Les ados et la lecture 3

Les ados et la lecture 3
Laura Del Nostro
15 novembre 2017

L’adolescence ou la lecture, faut-il choisir ?

«De nos jours, les adolescents sont constamment collés à leurs écrans, à tel point que l’on se demande parfois s’ils savent encore ce qu’est un livre…» A l’heure du numérique, c’est le discours alarmiste qui semble être sur les lèvres de bon nombre de parents inquiets, qui redoublent alors d’efforts pour faire lire leurs chérubins à tout prix. Plusieurs études ont été menées ces dernières années afin de tenter de déterminer la place du livre parmi les autres pratiques culturelles juvéniles, s’attachant à confirmer ce même constat : les nouvelles technologies font de l’ombre à la lecture et expliquent que les jeunes s’en détournent.

L’enquête L’Enfance des loisirs, menée entre 2002 et 2008 auprès de quelques 4'000 jeunes français âgés entre 11 et 17 ans, nous indiquait que la pratique lectorale diminue considérablement au cours de l’adolescence. Si 33% des jeunes de 11 ans déclaraient lire tous les jours, ils n’étaient plus que 9% à 17 ans. Les résultats plus récents de l’enquête conduite en 2016 par l’institut de recherche IPSOS pour le Centre National du Livre [1] semblent indiquer une baisse moins drastique : les jeunes de 7 à 11 ans sont 90% à lire, contre 74% entre 11 et 15 ans et 69% entre 15 et 19 ans. Si les chiffres varient plus ou moins, ils tendent à confirmer un tournant vers l’âge de 12-13 ans. Il n’est pas rare que ces études mettent lecture et technologie en concurrence pour expliquer une telle rupture avec le livre. Si nous nous arrêtons à ces enquêtes, force est de constater que la lecture baisse au profit de l’utilisation de dispositifs électroniques. Mais les écrans sont-ils les seuls fautifs?
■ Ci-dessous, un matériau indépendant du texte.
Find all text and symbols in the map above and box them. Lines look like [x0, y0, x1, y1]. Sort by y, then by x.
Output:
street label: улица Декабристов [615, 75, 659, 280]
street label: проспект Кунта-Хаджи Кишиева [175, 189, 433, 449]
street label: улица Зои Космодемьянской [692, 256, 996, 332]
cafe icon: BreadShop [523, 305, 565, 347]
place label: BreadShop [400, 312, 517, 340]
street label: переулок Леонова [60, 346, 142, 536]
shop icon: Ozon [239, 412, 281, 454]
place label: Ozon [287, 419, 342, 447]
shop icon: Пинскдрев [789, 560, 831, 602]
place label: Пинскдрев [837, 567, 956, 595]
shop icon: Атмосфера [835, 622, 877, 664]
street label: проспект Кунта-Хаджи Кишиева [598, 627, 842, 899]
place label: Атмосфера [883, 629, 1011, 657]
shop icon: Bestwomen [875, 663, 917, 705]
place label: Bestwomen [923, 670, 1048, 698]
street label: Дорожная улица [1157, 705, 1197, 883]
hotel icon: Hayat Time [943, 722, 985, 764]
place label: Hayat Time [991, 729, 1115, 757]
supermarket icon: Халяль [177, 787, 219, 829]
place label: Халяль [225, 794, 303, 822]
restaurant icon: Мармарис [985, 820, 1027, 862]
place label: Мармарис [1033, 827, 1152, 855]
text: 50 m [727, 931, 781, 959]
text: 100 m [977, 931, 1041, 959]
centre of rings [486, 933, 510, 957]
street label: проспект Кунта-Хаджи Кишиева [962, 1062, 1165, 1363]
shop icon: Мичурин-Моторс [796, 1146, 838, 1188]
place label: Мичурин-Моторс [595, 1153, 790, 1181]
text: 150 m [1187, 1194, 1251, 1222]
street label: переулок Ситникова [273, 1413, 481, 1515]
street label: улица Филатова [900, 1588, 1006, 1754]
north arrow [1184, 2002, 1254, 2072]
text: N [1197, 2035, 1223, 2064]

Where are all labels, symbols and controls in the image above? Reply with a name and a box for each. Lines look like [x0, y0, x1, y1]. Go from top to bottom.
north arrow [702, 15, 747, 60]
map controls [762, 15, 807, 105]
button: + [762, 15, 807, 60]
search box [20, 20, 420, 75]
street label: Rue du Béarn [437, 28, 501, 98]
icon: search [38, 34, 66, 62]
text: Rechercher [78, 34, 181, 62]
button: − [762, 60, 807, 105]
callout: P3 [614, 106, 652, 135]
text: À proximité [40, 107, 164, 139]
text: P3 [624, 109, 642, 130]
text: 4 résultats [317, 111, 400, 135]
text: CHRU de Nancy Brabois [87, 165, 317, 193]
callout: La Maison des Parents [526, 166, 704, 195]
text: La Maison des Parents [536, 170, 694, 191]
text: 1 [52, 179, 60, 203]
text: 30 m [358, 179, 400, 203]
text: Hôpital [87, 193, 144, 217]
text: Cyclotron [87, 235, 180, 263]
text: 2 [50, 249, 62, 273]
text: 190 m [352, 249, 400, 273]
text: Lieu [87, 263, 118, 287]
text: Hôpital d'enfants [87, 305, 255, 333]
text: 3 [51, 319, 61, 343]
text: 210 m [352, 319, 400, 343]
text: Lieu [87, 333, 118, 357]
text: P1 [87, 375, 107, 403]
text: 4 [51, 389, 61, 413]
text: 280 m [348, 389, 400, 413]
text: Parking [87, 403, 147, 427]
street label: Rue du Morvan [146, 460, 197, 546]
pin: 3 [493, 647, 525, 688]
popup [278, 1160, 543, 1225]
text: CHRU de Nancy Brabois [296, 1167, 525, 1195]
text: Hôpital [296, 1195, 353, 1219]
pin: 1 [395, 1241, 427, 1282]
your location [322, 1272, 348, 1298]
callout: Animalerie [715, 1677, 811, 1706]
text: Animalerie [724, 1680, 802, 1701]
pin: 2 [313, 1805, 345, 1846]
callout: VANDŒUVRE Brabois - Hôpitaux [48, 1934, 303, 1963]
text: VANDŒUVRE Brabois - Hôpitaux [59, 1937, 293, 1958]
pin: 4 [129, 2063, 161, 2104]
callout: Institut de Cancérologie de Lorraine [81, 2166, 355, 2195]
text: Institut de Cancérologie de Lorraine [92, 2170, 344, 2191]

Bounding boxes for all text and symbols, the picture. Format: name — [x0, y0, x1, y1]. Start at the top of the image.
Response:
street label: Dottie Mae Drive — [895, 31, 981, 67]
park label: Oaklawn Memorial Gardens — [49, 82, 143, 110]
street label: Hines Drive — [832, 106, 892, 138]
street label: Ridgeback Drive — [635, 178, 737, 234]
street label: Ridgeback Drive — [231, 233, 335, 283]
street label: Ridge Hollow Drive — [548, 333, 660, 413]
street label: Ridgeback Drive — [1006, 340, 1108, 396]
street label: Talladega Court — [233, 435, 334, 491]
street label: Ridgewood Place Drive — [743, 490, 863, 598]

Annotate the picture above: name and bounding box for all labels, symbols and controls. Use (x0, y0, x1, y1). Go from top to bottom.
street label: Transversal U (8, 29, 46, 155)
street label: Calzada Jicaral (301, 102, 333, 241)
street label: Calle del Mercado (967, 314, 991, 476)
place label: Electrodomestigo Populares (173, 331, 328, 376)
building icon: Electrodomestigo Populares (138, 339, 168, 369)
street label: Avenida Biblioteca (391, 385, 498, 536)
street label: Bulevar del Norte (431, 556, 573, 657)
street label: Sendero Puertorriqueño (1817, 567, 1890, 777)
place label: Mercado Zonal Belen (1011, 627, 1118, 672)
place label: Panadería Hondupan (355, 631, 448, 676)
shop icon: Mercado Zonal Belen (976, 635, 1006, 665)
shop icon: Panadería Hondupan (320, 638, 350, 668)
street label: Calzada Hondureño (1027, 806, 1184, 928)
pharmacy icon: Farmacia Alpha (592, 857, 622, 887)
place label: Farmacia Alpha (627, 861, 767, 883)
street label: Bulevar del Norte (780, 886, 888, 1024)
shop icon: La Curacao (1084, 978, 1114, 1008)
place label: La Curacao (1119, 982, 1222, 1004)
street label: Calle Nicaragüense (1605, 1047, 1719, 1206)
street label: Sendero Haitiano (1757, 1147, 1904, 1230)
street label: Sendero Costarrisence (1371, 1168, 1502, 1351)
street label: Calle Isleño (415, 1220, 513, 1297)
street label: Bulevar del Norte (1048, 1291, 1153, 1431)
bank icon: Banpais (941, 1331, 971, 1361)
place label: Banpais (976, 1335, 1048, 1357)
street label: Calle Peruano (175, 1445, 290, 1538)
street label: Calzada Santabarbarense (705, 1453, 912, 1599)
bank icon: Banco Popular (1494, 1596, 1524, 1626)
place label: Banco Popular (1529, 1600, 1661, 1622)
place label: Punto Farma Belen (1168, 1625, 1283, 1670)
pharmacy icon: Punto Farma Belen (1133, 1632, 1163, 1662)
Les activités culturelles aujourd’hui destinées aux jeunes sont pléthoriques et ne cessent d’augmenter, obligeant les adolescents à faire des choix. La masse croissante de possibilités ludiques enlève ainsi du temps qui pourrait être consacré à la lecture. Il convient également de préciser que les jeunes sont constamment sollicités à lire dans le cadre de l’école. Or, l’image de la lecture qui en est donnée n’est pas toujours des plus attrayantes. A ce propos, la sociologue Sylvie Octobre parle «d’effet pervers de la scolarisation de la lecture»[2]. En effet, plus les jeunes avancent dans la scolarité, plus on leur demande de rendre des comptes sur ce qu’ils lisent. Cette période durant laquelle le livre est presque exclusivement considéré comme un objet d’analyse marquerait une rupture pour bon nombre d’adolescents[3]. Les jeunes associent dès lors la lecture à une obligation, en négligeant le plaisir que cette pratique peut procurer. Nous passons ainsi de la lecture cadeau à la lecture devoir. Si, de surcroît, le jeune est doté d’un esprit de contradiction qui le pousse fréquemment à cet âge-là à s’opposer à l’autorité, il sera d’autant moins enclin à ouvrir un livre et à trouver cette activité plaisante. En outre, le choix de lectures classiques qui leur est généralement proposé fait parfois débat, car ces œuvres sont ancrées dans une réalité qui ne leur parle pas suffisamment, ne leur permettant donc pas de s’identifier aux personnages et à l’histoire[4].  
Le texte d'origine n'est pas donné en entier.